## WORK ORDER
Which lines of the material contain the word "Greenfield"? Show each one.

## GIVEN DATA
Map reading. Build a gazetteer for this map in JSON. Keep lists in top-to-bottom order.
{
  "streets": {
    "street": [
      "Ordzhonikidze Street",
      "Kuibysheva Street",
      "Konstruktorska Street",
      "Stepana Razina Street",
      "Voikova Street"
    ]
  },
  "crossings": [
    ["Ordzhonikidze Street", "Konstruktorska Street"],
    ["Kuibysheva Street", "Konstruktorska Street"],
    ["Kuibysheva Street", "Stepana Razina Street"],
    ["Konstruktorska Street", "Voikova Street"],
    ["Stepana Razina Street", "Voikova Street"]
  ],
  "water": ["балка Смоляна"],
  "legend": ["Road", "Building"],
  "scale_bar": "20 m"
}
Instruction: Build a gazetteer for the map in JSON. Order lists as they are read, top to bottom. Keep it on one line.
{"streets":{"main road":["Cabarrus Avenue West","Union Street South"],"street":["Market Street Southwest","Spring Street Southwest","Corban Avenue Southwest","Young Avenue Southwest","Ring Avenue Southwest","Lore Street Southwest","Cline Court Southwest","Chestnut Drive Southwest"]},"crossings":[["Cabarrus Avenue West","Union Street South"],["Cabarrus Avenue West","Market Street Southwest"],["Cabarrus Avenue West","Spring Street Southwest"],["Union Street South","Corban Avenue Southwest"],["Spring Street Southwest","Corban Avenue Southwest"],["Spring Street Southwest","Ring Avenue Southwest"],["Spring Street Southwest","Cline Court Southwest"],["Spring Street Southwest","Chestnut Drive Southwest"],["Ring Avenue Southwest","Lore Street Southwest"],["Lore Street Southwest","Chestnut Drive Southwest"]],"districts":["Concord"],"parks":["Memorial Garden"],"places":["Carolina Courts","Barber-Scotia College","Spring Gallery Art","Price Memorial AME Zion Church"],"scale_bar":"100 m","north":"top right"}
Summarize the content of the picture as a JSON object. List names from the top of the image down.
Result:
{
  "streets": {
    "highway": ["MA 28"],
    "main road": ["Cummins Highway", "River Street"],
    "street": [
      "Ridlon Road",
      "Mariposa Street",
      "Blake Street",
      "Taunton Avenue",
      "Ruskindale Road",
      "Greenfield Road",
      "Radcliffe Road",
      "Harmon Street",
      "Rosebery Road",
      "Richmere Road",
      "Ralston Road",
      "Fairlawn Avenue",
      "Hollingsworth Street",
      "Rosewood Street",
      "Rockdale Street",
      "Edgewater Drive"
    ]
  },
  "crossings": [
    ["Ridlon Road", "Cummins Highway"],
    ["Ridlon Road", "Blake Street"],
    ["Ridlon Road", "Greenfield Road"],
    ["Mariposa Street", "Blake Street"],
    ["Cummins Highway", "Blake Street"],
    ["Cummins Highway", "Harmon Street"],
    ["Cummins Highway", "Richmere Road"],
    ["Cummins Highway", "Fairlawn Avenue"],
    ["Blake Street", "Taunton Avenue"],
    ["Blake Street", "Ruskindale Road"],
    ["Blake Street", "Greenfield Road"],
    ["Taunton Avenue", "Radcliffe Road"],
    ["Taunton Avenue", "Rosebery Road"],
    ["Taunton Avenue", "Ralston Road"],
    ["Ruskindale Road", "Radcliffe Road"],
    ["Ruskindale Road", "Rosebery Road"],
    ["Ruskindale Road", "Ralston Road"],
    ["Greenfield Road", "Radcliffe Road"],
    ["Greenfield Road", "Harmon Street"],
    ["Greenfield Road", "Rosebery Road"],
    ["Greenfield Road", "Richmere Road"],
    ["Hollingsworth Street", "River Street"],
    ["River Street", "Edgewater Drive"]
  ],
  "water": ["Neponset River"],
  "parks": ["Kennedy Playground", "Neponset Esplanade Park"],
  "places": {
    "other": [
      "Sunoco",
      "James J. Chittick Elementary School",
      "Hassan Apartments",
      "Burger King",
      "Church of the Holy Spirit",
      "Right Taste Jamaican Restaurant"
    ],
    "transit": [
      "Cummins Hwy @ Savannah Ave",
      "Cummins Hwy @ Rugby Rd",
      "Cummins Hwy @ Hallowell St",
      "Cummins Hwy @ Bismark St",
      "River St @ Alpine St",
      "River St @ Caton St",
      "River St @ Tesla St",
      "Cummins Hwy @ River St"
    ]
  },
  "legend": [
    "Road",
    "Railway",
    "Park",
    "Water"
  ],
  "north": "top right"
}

## OUTPUT OF THE TASK
      "Greenfield Road",
    ["Ridlon Road", "Greenfield Road"],
    ["Blake Street", "Greenfield Road"],
    ["Greenfield Road", "Radcliffe Road"],
    ["Greenfield Road", "Harmon Street"],
    ["Greenfield Road", "Rosebery Road"],
    ["Greenfield Road", "Richmere Road"],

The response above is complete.